→ Work to complete
Please transcribe the records precisely; pictures stay out of your copy.

→ Record extracts

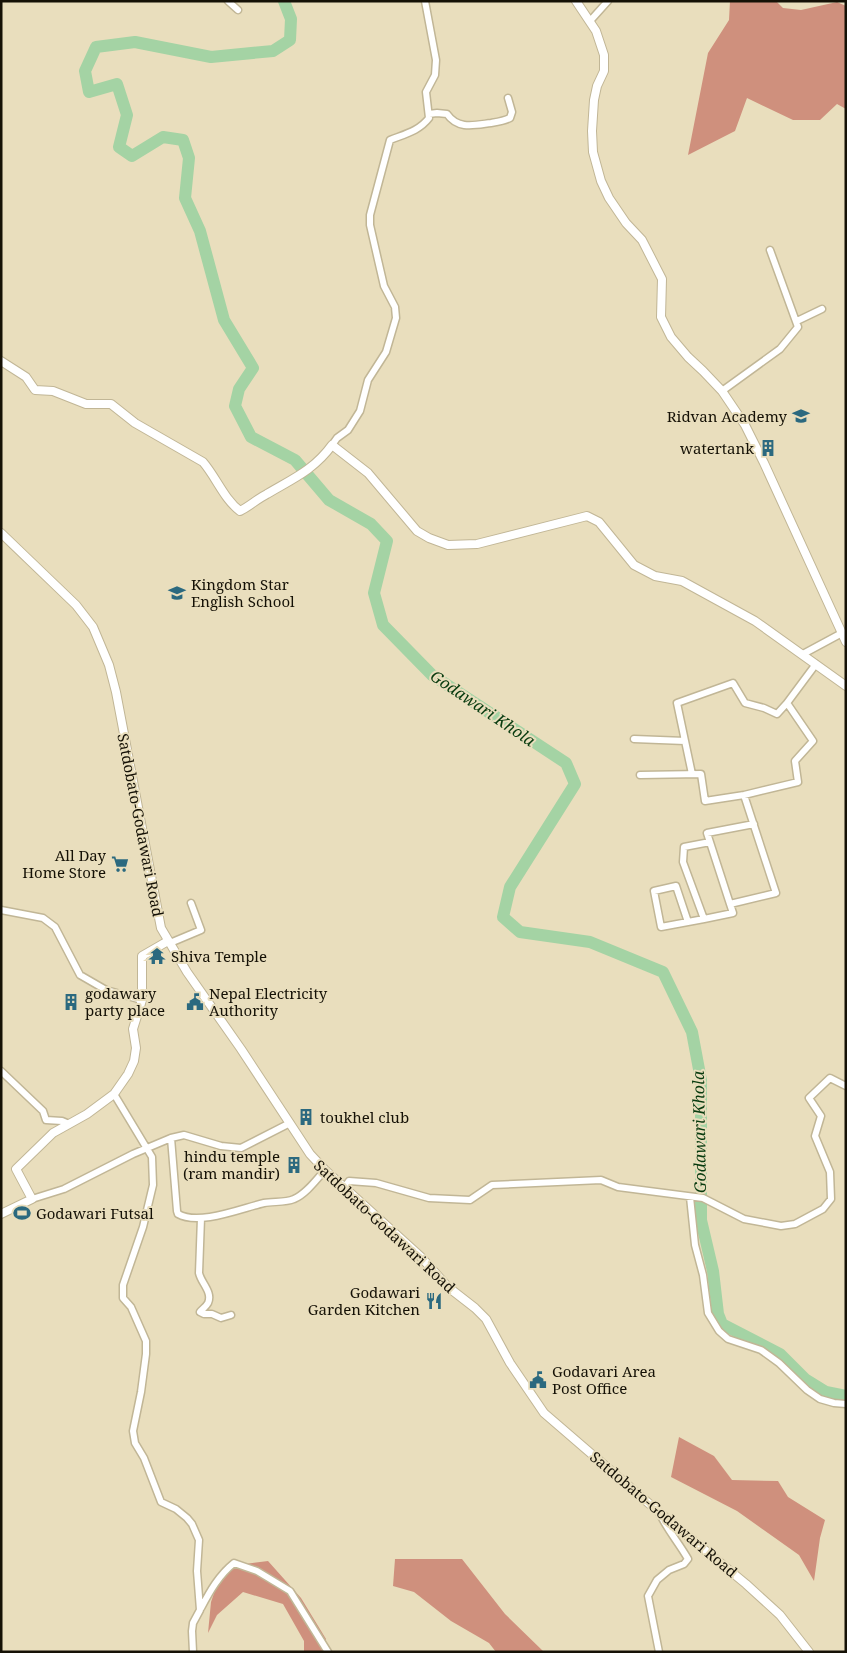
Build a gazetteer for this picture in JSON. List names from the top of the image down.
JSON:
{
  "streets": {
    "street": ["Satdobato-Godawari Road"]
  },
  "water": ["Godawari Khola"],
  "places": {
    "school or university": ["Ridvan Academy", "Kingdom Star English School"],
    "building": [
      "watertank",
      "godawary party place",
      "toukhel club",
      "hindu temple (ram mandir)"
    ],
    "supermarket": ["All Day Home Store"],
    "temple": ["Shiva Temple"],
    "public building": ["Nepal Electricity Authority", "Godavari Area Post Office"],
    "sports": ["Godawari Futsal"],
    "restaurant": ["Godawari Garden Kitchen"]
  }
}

→ Exercise response
Build a gazetteer for this picture in JSON. List names from the top of the image down.
JSON:
{
  "streets": {
    "street": ["Satdobato-Godawari Road"]
  },
  "water": ["Godawari Khola"],
  "places": {
    "school or university": ["Ridvan Academy", "Kingdom Star English School"],
    "building": [
      "watertank",
      "godawary party place",
      "toukhel club",
      "hindu temple (ram mandir)"
    ],
    "supermarket": ["All Day Home Store"],
    "temple": ["Shiva Temple"],
    "public building": ["Nepal Electricity Authority", "Godavari Area Post Office"],
    "sports": ["Godawari Futsal"],
    "restaurant": ["Godawari Garden Kitchen"]
  }
}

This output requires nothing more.